Às
vezes por necessidade de trabalho e outras por pura preocupação, paro só para
pensar em como traduzir o complexo momento que vivemos no país. Sinto na alma
que por mais que sorrisos vastos inundem o espectro do nosso dia a dia, há sem
dúvidas uma grande dose de tristeza perambulando no imaginário de milhares de
pessoas. Algo que além da tristeza traz junto uma profunda crise de identidade.

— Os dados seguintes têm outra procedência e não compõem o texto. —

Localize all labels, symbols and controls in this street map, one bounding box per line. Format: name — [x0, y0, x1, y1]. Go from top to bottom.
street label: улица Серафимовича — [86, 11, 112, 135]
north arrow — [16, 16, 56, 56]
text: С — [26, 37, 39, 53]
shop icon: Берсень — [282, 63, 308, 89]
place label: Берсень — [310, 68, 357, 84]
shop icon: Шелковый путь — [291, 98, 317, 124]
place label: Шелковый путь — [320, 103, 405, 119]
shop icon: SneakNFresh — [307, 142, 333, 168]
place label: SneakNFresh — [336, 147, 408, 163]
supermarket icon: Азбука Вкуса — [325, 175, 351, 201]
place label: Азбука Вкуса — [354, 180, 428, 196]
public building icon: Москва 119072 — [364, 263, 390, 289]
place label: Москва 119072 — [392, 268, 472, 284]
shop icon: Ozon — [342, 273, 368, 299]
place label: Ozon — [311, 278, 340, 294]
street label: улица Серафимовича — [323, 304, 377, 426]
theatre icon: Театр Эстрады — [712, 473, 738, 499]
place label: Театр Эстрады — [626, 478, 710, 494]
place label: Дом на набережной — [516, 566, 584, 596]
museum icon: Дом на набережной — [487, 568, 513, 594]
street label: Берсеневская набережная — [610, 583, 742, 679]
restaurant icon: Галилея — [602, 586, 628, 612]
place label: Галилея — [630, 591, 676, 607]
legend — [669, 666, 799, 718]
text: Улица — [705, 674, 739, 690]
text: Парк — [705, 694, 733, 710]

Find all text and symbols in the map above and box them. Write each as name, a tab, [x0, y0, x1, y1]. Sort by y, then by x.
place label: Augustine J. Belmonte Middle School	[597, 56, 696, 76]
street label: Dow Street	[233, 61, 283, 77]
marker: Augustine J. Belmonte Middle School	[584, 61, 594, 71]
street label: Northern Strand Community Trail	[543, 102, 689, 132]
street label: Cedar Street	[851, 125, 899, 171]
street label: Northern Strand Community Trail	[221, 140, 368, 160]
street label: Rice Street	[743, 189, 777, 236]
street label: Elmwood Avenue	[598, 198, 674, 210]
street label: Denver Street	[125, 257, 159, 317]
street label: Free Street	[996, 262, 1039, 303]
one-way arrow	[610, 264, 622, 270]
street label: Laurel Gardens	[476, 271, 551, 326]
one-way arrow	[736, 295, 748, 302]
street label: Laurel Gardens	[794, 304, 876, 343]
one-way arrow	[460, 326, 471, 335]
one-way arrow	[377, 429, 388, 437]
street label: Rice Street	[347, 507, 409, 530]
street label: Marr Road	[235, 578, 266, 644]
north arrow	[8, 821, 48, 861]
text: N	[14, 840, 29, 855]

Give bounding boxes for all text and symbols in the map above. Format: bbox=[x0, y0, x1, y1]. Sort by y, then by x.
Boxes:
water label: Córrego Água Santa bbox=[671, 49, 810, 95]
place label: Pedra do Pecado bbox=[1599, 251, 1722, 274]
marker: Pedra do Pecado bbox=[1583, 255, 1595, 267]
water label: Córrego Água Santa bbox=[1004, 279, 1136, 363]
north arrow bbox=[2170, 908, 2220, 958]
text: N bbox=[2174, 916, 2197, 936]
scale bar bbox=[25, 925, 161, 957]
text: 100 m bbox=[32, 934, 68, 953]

Algo tão profundo que o mais tolo dos tolos um dia acordará e quem sabe se dará
conta de que nem mesmo chão tem mais.
Como
explicar que de uma hora para outra todas as lutas dos últimos cem anos foram suprimidas
e comprometidas e como resultado apenas uma passividade absurda? Cadê o
respeito a quem deu a vida para que se tivesse liberdade e melhores condições
para o povo trabalhador? Como levar ânimo para quem perdeu o rumo das coisas e que
ontem mesmo cantava suas conquistas em versos, prosas e muito consumo?
Talvez
a resposta de algumas dessas perguntas esteja na leitura precisa que a professora
Marilena Chauí fazia sobre a conjuntura da época, ao se referir ao conjunto de
trabalhadoras e trabalhadores. Enquanto se vendia a ilusão que o país tinha
produzido uma nova classe média, ela afirmava que se tratava apenas de uma nova
classe trabalhadora, que tinha conquistado o que nunca teve acesso, mas estava longe
de se afirmar como pertencentes à classe média, a qual caracterizava como uma
verdadeira aberração.
Diria
que foi uma doce ilusão que caminhou lado a lado com o povo sofrido brasileiro por
algum tempo e por falta de lastro, consciência crítica e política e a
necessidade de sair do individual para o coletivo tudo veio abaixo. O golpe em
curso foi algo permitido e premeditado. Um golpe de classe que segue rigorosamente
a restauração das dez metas estabelecidas no Consenso de Washington. Uma fatídica reunião ocorrida nos EUA em 1989,
que tinha como pressuposto básico a implantação do neoliberalismo na América
Latina e no Caribe. Um projeto de sucesso com FHC e interrompido pelos governos
Lula e Dilma. Esse foi e é o verdadeiro enredo do momento que vivemos.
O
resultado disso nos leva a impressão de estamos dentro de um filme de terror, vivendo
cada cena apavorante. É como se um monstro desenvolvido em laboratório tivesse
sido criado em casa como um bicho de estimação. Ele cresceu e engoliu seus criadores.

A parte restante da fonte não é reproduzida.